Users can now use PyTorch with BentoML with the following API: load, save, and load_runner as follow:

import pandas as pd
import torch
import bentoml

class NGramLanguageModeler(nn.Module):

   def __init__(self, vocab_size, embedding_dim, context_size):
         super(NGramLanguageModeler, self).__init__()
         self.embeddings = nn.Embedding(vocab_size, embedding_dim)
         self.linear1 = nn.Linear(context_size * embedding_dim, 128)
         self.linear2 = nn.Linear(128, vocab_size)

   def forward(self, inputs):
         embeds = self.embeddings(inputs).view((1, -1))
         out = F.relu(self.linear1(embeds))
         out = self.linear2(out)
         log_probs = F.log_softmax(out, dim=1)
         return log_probs

# `save` a given classifier and retrieve coresponding tag:
tag = bentoml.pytorch.save("ngrams", NGramLanguageModeler(len(vocab), EMBEDDING_DIM, CONTEXT_SIZE))

# retrieve metadata with `bentoml.models.get`:
metadata = bentoml.models.get(tag)

# `load` the model back in memory:
model = bentoml.pytorch.load("ngrams:latest")

# Run a given model under `Runner` abstraction with `load_runner`
input_data = pd.from_csv("/path/to/csv")
runner = bentoml.pytorch.load_runner(tag)
runner.run(pd.DataFrame("/path/to/csv"))

Note

You can find more examples for PyTorch in our gallery repo.

bentoml.pytorch.save(name, model, *, labels=None, custom_objects=None, metadata=None)

Save a model instance to BentoML modelstore.

Parameters
  • name (str) – Name for given model instance. This should pass Python identifier check.

  • model (torch.nn.Module) – Instance of model to be saved

  • labels (Dict[str, str], optional, default to None) – user-defined labels for managing models, e.g. team=nlp, stage=dev

  • custom_objects (Dict[str, Any]], optional, default to None) – user-defined additional python objects to be saved alongside the model, e.g. a tokenizer instance, preprocessor function, model configuration json

  • metadata (Dict[str, Any], optional, default to None) – Custom metadata for given model.

  • model_store (ModelStore, default to BentoMLContainer.model_store) – BentoML modelstore, provided by DI Container.

Returns

A tag with a format name:version where name is the user-defined model’s name, and a generated version by BentoML.

Return type

Tag

Examples:

import torch
import bentoml

class NGramLanguageModeler(nn.Module):

    def __init__(self, vocab_size, embedding_dim, context_size):
        super(NGramLanguageModeler, self).__init__()
        self.embeddings = nn.Embedding(vocab_size, embedding_dim)
        self.linear1 = nn.Linear(context_size * embedding_dim, 128)
        self.linear2 = nn.Linear(128, vocab_size)

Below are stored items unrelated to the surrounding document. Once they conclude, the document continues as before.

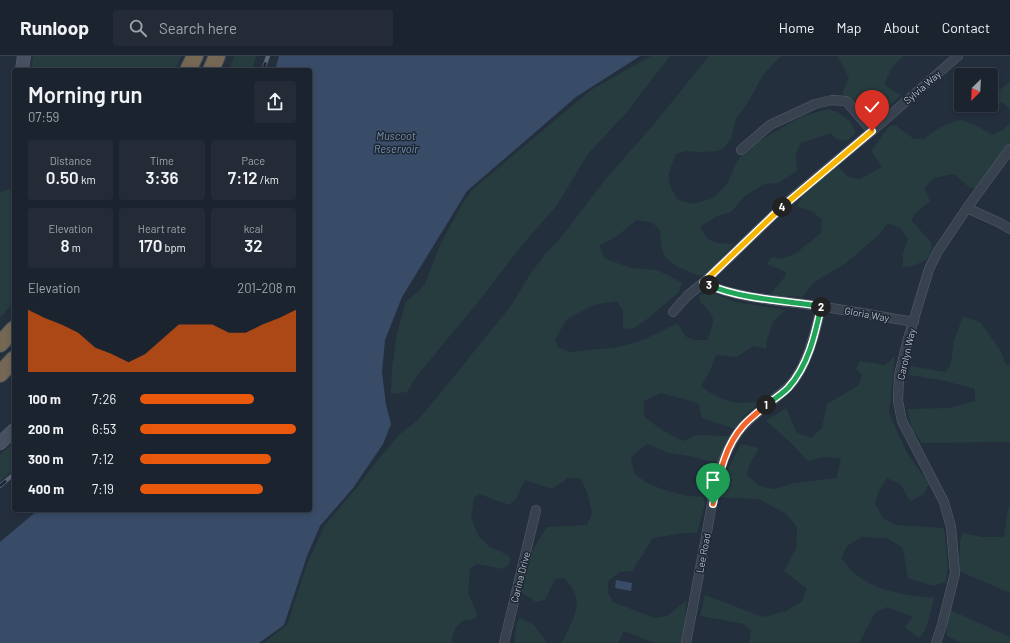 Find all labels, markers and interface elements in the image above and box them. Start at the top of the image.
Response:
search box [113,10,393,46]
text: Runloop [20,16,89,39]
icon: search [127,17,149,39]
text: Search here [159,19,237,37]
text: Home [779,19,815,36]
text: Map [837,19,861,36]
text: About [883,19,920,36]
text: Contact [942,19,990,36]
street label: Sylvia Way [901,67,943,106]
north arrow [954,68,998,112]
map controls [954,68,998,112]
text: Morning run [28,81,142,107]
button: share [254,81,296,123]
pin [855,90,889,131]
icon: check [861,96,883,118]
text: 07:59 [28,109,59,125]
water label: Muscoot Reservoir [374,129,419,155]
text: Distance [50,154,92,167]
text: Time [150,154,174,167]
text: Pace [242,154,265,167]
text: 0.50 [46,167,79,187]
text: 3:36 [145,167,179,187]
text: 7:12 [228,167,258,187]
text: km [79,173,96,186]
text: /km [258,173,279,186]
pin: 4 [772,197,792,217]
text: 4 [779,200,785,213]
text: Elevation [49,222,93,235]
text: Heart rate [138,222,186,235]
text: kcal [244,222,263,235]
text: 8 [60,235,70,255]
text: 170 [138,235,162,255]
text: 32 [244,235,263,255]
text: m [70,241,81,254]
text: bpm [162,241,186,254]
pin: 3 [699,275,719,295]
text: 3 [706,278,712,291]
text: Elevation [28,280,80,296]
text: 201–208 m [237,280,296,296]
pin: 2 [811,297,831,317]
text: 2 [818,300,824,313]
street label: Gloria Way [844,304,891,324]
street label: Carolyn Way [894,327,918,381]
text: 100 m [28,391,61,407]
text: 7:26 [92,391,116,407]
pin: 1 [756,395,776,415]
text: 1 [764,398,768,411]
text: 200 m [28,421,64,437]
text: 6:53 [92,421,116,437]
text: 300 m [28,451,63,467]
text: 7:12 [92,451,114,467]
pin [696,463,730,504]
icon: arrive [702,469,724,491]
text: 400 m [28,481,64,497]
text: 7:19 [92,481,114,497]
street label: Lee Road [693,532,713,574]
street label: Carina Drive [508,550,532,604]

    def forward(self, inputs):
        embeds = self.embeddings(inputs).view((1, -1))
        out = F.relu(self.linear1(embeds))
        out = self.linear2(out)
        log_probs = F.log_softmax(out, dim=1)
        return log_probs

tag = bentoml.pytorch.save("ngrams", NGramLanguageModeler(len(vocab), EMBEDDING_DIM, CONTEXT_SIZE))
# example tag: ngrams:20201012_DE43A2

Integration with Torch Hub and BentoML:

import torch
import bentoml

resnet50 = torch.hub.load("pytorch/vision", "resnet50", pretrained=True)
...
# trained a custom resnet50

tag = bentoml.pytorch.save("resnet50", resnet50)
bentoml.pytorch.load(tag, device_id='cpu', model_store=<simple_di.providers.SingletonFactory object>)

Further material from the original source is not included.